____ DATASET EXTRACT

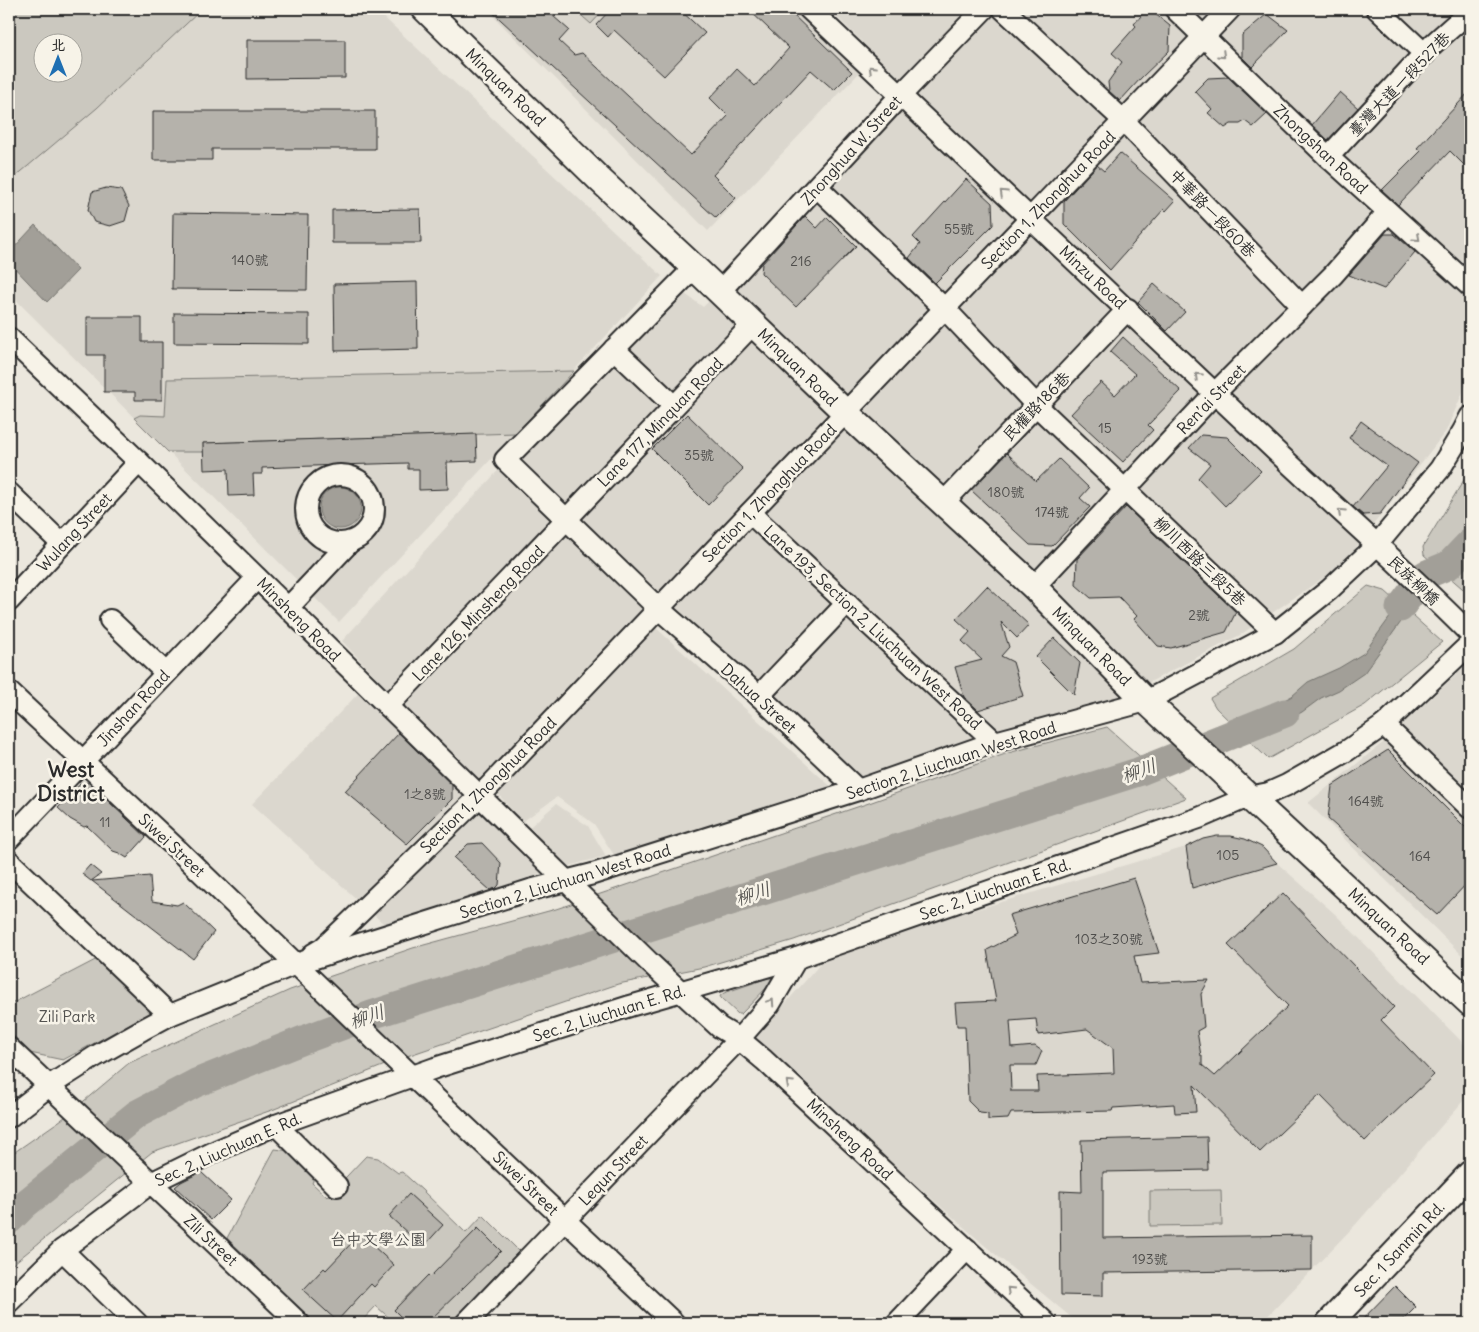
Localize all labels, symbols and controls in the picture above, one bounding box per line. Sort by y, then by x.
street label: 臺灣大道一段527巷 [1344,27,1454,141]
north arrow [32,32,82,82]
text: 北 [51,36,65,54]
street label: Minquan Road [462,44,550,130]
one-way arrow [1216,49,1225,58]
one-way arrow [869,66,878,75]
street label: Zhonghua W. Street [797,91,906,209]
street label: Zhongshan Road [1270,100,1372,198]
street label: Section 1, Zhonghua Road [977,127,1119,273]
street label: 中華路一段60巷 [1166,164,1260,262]
one-way arrow [1000,190,1009,199]
house number: 55號 [944,220,974,238]
one-way arrow [1411,232,1420,241]
street label: Minzu Road [1055,241,1131,313]
house number: 140號 [232,251,268,269]
house number: 216 [790,252,812,270]
street label: Minquan Road [754,324,842,410]
street label: Lane 177, Minquan Road [593,353,727,491]
street label: Ren’ai Street [1173,359,1250,438]
street label: 民權路186巷 [998,367,1074,445]
one-way arrow [1194,373,1203,382]
house number: 15 [1098,419,1112,437]
street label: Section 1, Zhonghua Road [698,420,840,566]
house number: 35號 [684,446,714,464]
house number: 180號 [988,483,1024,501]
street label: Wulang Street [32,488,116,576]
house number: 174號 [1035,503,1069,521]
one-way arrow [1338,509,1347,518]
street label: 柳川西路三段5巷 [1149,512,1251,610]
street label: Lane 193, Section 2, Liuchuan West Road [760,521,986,733]
street label: Lane 126, Minsheng Road [408,541,548,685]
street label: 民族柳橋 [1384,551,1444,609]
street label: Minsheng Road [253,573,345,665]
street label: Minquan Road [1048,602,1136,690]
house number: 2號 [1188,606,1210,624]
street label: Dahua Street [717,659,801,737]
street label: Jinshan Road [92,666,174,750]
street label: Section 1, Zhonghua Road [416,713,560,857]
street label: Section 2, Liuchuan West Road [844,717,1058,803]
water label: 柳川 [1118,753,1161,787]
district label: West District [37,756,106,807]
house number: 1之8號 [404,785,446,803]
house number: 164號 [1348,792,1384,810]
street label: Siwei Street [135,809,210,881]
house number: 11 [99,813,111,831]
street label: Section 2, Liuchuan West Road [457,839,673,923]
house number: 105 [1217,846,1239,864]
house number: 164 [1409,847,1431,865]
street label: Sec. 2, Liuchuan E. Rd. [917,854,1073,924]
water label: 柳川 [732,877,774,910]
street label: Minquan Road [1344,883,1434,969]
house number: 103之30號 [1075,930,1143,948]
street label: Sec. 2, Liuchuan E. Rd. [530,980,688,1046]
one-way arrow [765,998,774,1008]
water label: 柳川 [346,999,389,1033]
park label: Zili Park [39,1006,95,1026]
one-way arrow [786,1080,795,1089]
street label: Minsheng Road [803,1094,897,1184]
street label: Sec. 2, Liuchuan E. Rd. [152,1108,304,1190]
street label: Lequn Street [574,1130,652,1210]
street label: Siwei Street [489,1147,564,1220]
street label: Sec. 1 Sanmin Rd. [1349,1197,1449,1301]
street label: Zili Street [180,1210,243,1270]
park label: 台中文學公園 [330,1229,426,1249]
house number: 193號 [1132,1250,1168,1268]
one-way arrow [1007,1287,1016,1296]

________

With pictures excluded, the data must be transcribed in full and to the letter.

## [FINAL ANSWER]
Localize all labels, symbols and controls in the picture above, one bounding box per line. Sort by y, then by x.
street label: 臺灣大道一段527巷 [1344,27,1454,141]
north arrow [32,32,82,82]
text: 北 [51,36,65,54]
street label: Minquan Road [462,44,550,130]
one-way arrow [1216,49,1225,58]
one-way arrow [869,66,878,75]
street label: Zhonghua W. Street [797,91,906,209]
street label: Zhongshan Road [1270,100,1372,198]
street label: Section 1, Zhonghua Road [977,127,1119,273]
street label: 中華路一段60巷 [1166,164,1260,262]
one-way arrow [1000,190,1009,199]
house number: 55號 [944,220,974,238]
one-way arrow [1411,232,1420,241]
street label: Minzu Road [1055,241,1131,313]
house number: 140號 [232,251,268,269]
house number: 216 [790,252,812,270]
street label: Minquan Road [754,324,842,410]
street label: Lane 177, Minquan Road [593,353,727,491]
street label: Ren’ai Street [1173,359,1250,438]
street label: 民權路186巷 [998,367,1074,445]
one-way arrow [1194,373,1203,382]
house number: 15 [1098,419,1112,437]
street label: Section 1, Zhonghua Road [698,420,840,566]
house number: 35號 [684,446,714,464]
house number: 180號 [988,483,1024,501]
street label: Wulang Street [32,488,116,576]
house number: 174號 [1035,503,1069,521]
one-way arrow [1338,509,1347,518]
street label: 柳川西路三段5巷 [1149,512,1251,610]
street label: Lane 193, Section 2, Liuchuan West Road [760,521,986,733]
street label: Lane 126, Minsheng Road [408,541,548,685]
street label: 民族柳橋 [1384,551,1444,609]
street label: Minsheng Road [253,573,345,665]
street label: Minquan Road [1048,602,1136,690]
house number: 2號 [1188,606,1210,624]
street label: Dahua Street [717,659,801,737]
street label: Jinshan Road [92,666,174,750]
street label: Section 1, Zhonghua Road [416,713,560,857]
street label: Section 2, Liuchuan West Road [844,717,1058,803]
water label: 柳川 [1118,753,1161,787]
district label: West District [37,756,106,807]
house number: 1之8號 [404,785,446,803]
house number: 164號 [1348,792,1384,810]
street label: Siwei Street [135,809,210,881]
house number: 11 [99,813,111,831]
street label: Section 2, Liuchuan West Road [457,839,673,923]
house number: 105 [1217,846,1239,864]
house number: 164 [1409,847,1431,865]
street label: Sec. 2, Liuchuan E. Rd. [917,854,1073,924]
water label: 柳川 [732,877,774,910]
street label: Minquan Road [1344,883,1434,969]
house number: 103之30號 [1075,930,1143,948]
street label: Sec. 2, Liuchuan E. Rd. [530,980,688,1046]
one-way arrow [765,998,774,1008]
water label: 柳川 [346,999,389,1033]
park label: Zili Park [39,1006,95,1026]
one-way arrow [786,1080,795,1089]
street label: Minsheng Road [803,1094,897,1184]
street label: Sec. 2, Liuchuan E. Rd. [152,1108,304,1190]
street label: Lequn Street [574,1130,652,1210]
street label: Siwei Street [489,1147,564,1220]
street label: Sec. 1 Sanmin Rd. [1349,1197,1449,1301]
street label: Zili Street [180,1210,243,1270]
park label: 台中文學公園 [330,1229,426,1249]
house number: 193號 [1132,1250,1168,1268]
one-way arrow [1007,1287,1016,1296]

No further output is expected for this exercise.